Boiling Point
In a return to issues which concern not that of entertainment but that of the real world, it’s time I finally wrote about one of the bigger horrors that always gets overlooked with home ownership and that is clearing up the mess left behind by previous owners.
Put simply, It’s not been too much fun over the course of the winter at home recently, as one of the worst to have to do aside from admit to people you like the Mr.Blobby song from 1993, is to survive without fully working hot water and no real heating aside from one slightly dodgy convection heater which will do some of the job but of course to heat an entire flat is asking a bit too much of it.
This leads to one of the awful truths; Getting a chap to install a new boiler is one of the largest single expenses you will ever have to face. Hell, even paying for an abortion, an invasive medical procedure for those who don’t wish to bring life into the world after dirty fun sexy time just yet, is way cheaper!
It’s also one of the trickiest purchases to get right for those who have no idea how the damn things work and if you get it wrong, it could prove a very expensive mistake indeed afterwards to fix. But given that it was freezing outside and the lottery of whether or not the hot water finally took it’s toll, it was time to take back my pride, my freedom and stop using the hot water bottle.
Which was never going to be an easy thing.
First of all, who has a lot of cash just lying around? This involves hocking yourself out on the street if you can flaunt yourself or, and this is the more practical solution for most; going to various financial institutions in order to see if you can actually get the work done in the first place. You are going to need to get a large amount out and the likihood is you’re going to have to pay that back over a few years.
The next thing to do was to see how badly I was about to be ripped off, given that in London, the streets are paved with gold and even the rats are busy shitting money everywhere they run. But even I lost the will to live by the range of different quotes I was offered and the huge costs involved, simply for one reason. I am on the top floor, and people have to get the gas flume thing through said roof.
Cue health and safety nightmare and hefty pay day for the workmen.
As British Gas is one of the bigger companies in the UK where they offer fixed price things, I had bravely called them to give me the bad news over the recent festive period, just after everyone had cried with the fact that father Christmas didn’t give them what they wanted as the economics of life has changed and there is no way you’re getting that bike any time soon.
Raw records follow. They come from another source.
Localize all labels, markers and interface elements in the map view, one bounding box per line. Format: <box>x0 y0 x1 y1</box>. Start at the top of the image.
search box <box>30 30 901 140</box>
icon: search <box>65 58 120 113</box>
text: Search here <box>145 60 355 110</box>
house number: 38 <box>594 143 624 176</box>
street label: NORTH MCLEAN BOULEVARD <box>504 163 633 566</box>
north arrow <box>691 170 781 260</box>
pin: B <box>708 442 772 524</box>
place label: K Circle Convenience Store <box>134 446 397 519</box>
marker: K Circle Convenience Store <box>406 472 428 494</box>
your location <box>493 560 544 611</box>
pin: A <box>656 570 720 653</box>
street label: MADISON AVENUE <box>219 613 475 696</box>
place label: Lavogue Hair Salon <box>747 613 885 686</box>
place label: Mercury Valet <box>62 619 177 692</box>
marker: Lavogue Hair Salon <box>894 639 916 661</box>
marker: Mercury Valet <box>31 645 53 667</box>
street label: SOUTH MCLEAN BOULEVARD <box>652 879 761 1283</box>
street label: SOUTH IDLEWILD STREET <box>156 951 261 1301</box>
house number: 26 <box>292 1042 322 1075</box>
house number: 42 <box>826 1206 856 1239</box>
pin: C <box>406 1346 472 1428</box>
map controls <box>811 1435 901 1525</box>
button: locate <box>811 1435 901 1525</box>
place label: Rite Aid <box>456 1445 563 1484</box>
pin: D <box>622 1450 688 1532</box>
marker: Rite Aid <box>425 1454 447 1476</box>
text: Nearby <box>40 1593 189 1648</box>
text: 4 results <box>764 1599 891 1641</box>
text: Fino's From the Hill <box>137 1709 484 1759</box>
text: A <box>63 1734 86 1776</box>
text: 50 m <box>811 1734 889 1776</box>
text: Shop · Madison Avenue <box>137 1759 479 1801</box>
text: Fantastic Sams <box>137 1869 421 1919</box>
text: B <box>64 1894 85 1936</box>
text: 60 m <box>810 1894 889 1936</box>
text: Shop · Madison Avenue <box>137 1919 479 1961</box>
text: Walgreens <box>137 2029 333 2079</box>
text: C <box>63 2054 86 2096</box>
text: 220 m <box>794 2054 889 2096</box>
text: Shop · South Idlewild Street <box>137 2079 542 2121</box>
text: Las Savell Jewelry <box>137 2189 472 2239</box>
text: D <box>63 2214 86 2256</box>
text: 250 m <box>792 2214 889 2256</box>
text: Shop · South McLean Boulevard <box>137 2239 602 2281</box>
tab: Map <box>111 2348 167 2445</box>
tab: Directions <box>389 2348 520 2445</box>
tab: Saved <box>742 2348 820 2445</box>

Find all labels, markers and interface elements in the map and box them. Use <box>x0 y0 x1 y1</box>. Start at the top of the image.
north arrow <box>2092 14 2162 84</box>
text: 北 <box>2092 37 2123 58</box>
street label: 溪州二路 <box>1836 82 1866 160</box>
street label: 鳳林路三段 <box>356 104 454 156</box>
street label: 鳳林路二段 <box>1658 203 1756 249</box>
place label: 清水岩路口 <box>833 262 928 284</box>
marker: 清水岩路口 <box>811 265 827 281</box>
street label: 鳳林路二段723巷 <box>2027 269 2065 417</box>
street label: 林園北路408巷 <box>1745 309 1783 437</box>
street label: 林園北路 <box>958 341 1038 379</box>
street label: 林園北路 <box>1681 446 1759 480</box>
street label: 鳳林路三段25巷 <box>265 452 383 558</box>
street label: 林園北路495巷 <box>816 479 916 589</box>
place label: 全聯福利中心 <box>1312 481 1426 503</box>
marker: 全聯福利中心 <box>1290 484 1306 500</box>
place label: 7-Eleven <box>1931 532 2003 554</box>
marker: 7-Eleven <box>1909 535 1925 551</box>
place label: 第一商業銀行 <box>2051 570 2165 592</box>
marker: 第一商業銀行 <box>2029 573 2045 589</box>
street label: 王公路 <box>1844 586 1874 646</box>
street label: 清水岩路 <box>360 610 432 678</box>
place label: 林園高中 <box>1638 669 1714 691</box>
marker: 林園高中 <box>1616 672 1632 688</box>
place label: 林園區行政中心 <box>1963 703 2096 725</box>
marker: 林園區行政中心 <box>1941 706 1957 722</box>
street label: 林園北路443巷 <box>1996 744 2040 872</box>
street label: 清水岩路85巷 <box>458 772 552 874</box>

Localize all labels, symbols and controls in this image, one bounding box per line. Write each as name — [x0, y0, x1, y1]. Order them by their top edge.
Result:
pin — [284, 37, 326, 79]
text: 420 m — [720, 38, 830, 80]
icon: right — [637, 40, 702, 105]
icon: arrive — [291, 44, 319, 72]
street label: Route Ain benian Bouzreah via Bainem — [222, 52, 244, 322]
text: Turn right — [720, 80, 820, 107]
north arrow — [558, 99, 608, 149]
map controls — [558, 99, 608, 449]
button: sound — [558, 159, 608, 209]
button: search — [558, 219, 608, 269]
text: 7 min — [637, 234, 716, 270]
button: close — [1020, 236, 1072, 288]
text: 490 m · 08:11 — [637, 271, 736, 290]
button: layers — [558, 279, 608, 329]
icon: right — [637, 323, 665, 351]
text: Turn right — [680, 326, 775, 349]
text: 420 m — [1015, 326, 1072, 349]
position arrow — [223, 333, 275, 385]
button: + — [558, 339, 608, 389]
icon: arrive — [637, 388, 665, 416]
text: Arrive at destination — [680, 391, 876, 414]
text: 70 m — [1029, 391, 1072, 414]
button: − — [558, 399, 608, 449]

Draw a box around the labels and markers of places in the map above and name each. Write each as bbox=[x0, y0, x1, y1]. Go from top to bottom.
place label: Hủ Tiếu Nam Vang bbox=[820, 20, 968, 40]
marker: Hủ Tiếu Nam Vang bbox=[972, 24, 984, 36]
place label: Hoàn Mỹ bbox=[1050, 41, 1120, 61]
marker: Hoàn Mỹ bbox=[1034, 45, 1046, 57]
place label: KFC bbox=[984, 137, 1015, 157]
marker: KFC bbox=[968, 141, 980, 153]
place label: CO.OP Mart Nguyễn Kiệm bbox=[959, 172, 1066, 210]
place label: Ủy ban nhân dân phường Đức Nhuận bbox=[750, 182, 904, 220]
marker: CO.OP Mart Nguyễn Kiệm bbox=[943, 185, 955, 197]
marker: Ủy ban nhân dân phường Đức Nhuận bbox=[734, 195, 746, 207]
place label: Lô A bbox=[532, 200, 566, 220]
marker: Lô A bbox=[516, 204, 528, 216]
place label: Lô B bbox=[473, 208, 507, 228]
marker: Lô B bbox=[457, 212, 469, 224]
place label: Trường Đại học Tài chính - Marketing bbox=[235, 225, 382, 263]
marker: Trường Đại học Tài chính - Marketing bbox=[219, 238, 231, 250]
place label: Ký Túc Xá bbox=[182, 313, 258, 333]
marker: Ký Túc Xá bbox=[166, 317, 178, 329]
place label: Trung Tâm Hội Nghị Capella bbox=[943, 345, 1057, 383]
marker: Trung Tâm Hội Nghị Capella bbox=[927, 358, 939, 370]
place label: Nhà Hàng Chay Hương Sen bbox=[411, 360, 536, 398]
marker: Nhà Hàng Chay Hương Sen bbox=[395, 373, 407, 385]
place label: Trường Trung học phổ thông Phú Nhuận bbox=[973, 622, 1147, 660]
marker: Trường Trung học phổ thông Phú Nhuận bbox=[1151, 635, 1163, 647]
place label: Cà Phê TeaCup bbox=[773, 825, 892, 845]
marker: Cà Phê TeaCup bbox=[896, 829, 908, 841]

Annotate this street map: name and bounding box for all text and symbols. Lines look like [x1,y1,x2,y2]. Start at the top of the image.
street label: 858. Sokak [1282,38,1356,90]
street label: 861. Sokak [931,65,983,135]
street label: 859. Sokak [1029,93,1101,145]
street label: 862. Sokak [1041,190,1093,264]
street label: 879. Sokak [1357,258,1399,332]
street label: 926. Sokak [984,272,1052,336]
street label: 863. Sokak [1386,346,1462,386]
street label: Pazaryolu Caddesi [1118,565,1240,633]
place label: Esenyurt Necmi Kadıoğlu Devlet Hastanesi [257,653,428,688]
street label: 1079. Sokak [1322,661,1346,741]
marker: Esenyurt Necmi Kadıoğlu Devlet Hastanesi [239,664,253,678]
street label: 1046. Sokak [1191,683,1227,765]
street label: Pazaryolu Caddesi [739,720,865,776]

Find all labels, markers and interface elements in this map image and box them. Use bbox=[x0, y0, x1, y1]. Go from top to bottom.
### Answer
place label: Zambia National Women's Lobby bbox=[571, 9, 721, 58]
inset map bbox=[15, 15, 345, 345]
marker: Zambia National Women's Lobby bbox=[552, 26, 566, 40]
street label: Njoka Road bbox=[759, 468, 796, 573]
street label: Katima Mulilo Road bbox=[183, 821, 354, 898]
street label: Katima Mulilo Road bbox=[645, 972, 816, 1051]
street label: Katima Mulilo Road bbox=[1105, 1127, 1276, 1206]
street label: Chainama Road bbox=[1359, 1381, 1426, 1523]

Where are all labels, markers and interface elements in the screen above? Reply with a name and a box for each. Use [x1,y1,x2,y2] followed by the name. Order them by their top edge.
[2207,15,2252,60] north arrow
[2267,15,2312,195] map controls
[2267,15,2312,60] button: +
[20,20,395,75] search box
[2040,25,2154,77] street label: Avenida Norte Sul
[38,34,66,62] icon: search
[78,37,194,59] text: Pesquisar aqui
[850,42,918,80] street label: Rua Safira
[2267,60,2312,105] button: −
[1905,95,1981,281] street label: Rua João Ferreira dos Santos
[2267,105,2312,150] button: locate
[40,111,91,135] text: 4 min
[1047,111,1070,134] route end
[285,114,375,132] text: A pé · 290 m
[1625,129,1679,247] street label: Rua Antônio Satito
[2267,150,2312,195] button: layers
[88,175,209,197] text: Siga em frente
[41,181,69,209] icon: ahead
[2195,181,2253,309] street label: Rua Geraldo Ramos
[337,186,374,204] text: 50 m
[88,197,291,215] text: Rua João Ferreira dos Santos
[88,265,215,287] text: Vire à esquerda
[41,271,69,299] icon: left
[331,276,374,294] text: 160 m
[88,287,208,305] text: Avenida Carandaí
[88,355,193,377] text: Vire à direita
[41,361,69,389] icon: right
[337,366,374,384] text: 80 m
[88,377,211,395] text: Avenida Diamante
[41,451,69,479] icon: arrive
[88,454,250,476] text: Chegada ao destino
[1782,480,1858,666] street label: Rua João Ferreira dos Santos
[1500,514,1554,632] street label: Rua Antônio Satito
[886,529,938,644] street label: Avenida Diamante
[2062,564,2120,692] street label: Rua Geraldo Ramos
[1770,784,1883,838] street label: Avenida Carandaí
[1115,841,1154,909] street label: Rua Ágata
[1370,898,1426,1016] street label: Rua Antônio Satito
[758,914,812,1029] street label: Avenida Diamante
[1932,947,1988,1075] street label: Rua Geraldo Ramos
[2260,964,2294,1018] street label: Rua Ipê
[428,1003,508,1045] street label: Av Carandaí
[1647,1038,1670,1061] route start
I didn’t particularly expect the quote to be way over the top of course, but it was once the sales guy gave the sheets of paper from his tiny travel printer that I dropped to my knees and cried in cinematic agony.
But on the bright side, it least you know then what the worst price you would pay would be, and then you just casually go through the various resources, trying to get numbers from various companies you’ve never heard of and then deciding who is going to cause your wallet to only have a stroke as opposed to full on cardiac arrest.
It’s often not helped by the fact that everyone who lives outside of London, remark on the fact that they were able to get everything changed for the home heating system for about £12.50 and some chips and you, stuck in gold filled Londonland are looking at around £4000 and possibly your first born for just the boiler to be replaced.
You then basically are at the mercy of said company really as you have to take them of their word that everything will work out, and clearly more often than not, it will not, as people double book their time and you probably will end up getting annoyed on the phone trying to get time off arranged so you’re there while your house is destroyed to get at one tiny pipe in a wall somewhere.
Basically you will end up losing time to this work and there is no two ways around it, it really does suck, as once again you see endless holiday pictures from everyone on Facebook while the best thing you take a photo of is the deluxe pot noodle you bought from the corner shop for a treat.
However, the value in having hot water on demand and actual heating which is working, can almost be described as priceless.
Once it’s done, the comfort lies within the fact the guarantee is there for a good number of years, you’ll get servicing of the system for a couple of years, and given everyone has to be registered, you will be assured that everything will be in tip top condition, as if they did a bad job, there would always be the possibility that they would lose their ability to work if they lost the relevant accreditation.
I feel I was very lucky with the firm that did do the job as they were the cheapest in London and did get finished in the two days that you could swear openly and no-one would hear above the drilling.
I can only hope that there is nothing else that needs attention right now, as again, the pitfall of having to get things done, is that your money is forever disappearing down a black hole, simply due to the lack of care who had the place before you. And there’s no more money left until I collect my fees from my pimp…..err……never mind.